Matéria da Bretanha, o conjunto de obras das quais se originaram as lendas do Rei Arthur, foi retirado quase exclusivamente de fontes galesas.

A maioria das adições posteriores foram francesas. A sexualidade de Morgan le Fay não era um reflexo do papel da Morrigan na mitologia celta, mas das atitudes francesas medievais em relação à sexualidade feminina e ao poder.

Na verdade, Morgana nas lendas posteriores é mais fortemente influenciado pela feiticeira grega Medéia do que pela Morrigan. Muitas histórias que apresentam sua traição e crueldade trazem à mente os mitos da Irlanda, mas na verdade são inspiradas por contos gregos mais antigos sobre a esposa assassina de Jason.

A associação entre a Morrigan e Morgan le Fay pode não ser factual, mas permaneceu na imaginação popular. Embora os personagens não compartilhem a mesma raiz, releituras modernas do folclore britânico promoveram a conexão porque seus escritores veem paralelos entre os personagens.

A Morrigan Era Mais do Que Uma Deusa da Guerra

A Morrigan irlandesa é frequentemente considerada hoje como uma deusa violenta e vingativa que inspirou feiticeiras posteriores como Morgan le Fay ( Morgana). Na verdade, entretanto, tais caracterizações não são totalmente precisas.

Embora a imaginação moderna tipicamente veja a Morrigan como uma deusa violenta e sedutora da guerra, seu papel real na mitologia celta era muito mais complicado.

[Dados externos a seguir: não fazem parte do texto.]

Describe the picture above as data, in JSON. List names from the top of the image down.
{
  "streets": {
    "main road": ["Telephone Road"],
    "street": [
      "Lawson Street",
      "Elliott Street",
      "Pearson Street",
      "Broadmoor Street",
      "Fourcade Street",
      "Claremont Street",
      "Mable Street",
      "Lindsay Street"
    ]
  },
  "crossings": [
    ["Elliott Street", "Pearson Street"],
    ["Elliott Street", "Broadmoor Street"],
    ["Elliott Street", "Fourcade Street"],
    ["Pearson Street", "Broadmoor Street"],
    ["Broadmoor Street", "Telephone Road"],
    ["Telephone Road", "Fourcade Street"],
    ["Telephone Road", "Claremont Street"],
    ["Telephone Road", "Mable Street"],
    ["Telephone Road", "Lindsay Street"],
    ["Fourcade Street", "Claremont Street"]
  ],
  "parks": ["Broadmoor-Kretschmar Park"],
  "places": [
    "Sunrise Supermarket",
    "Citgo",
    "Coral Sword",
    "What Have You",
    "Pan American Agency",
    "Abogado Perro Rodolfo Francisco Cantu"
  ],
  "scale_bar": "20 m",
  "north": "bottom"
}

A Morrigan foi associada à guerra. Muitas vezes ela serviu como um presságio de violência ou morte, fornecendo a inspiração para o conto popular posterior da banshee.

Embora a Morrigan às vezes se deliciasse com a violência, ela frequentemente parece ter se envolvido em conflitos por um propósito muito maior. Como uma deusa da terra e sua soberania, ela estava ligada à guerra porque estava ligada ao destino da própria Irlanda.

A sexualidade da Morrigan era uma forma simbólica de legitimar o poder de um rei. Muitas das batalhas nas quais ela se envolveu foram travadas para garantir que sua realeza fosse mantida.

Como uma deusa com múltiplos papéis, a Morrigan era frequentemente vista como uma coleção de deusas ao invés de uma única divindade. A trindade de deusas que constituiu a Morrigan maior nunca foi firmemente estabelecida, mas as várias divindades mencionadas ilustravam os muitos papéis da Morrigan na mitologia celta.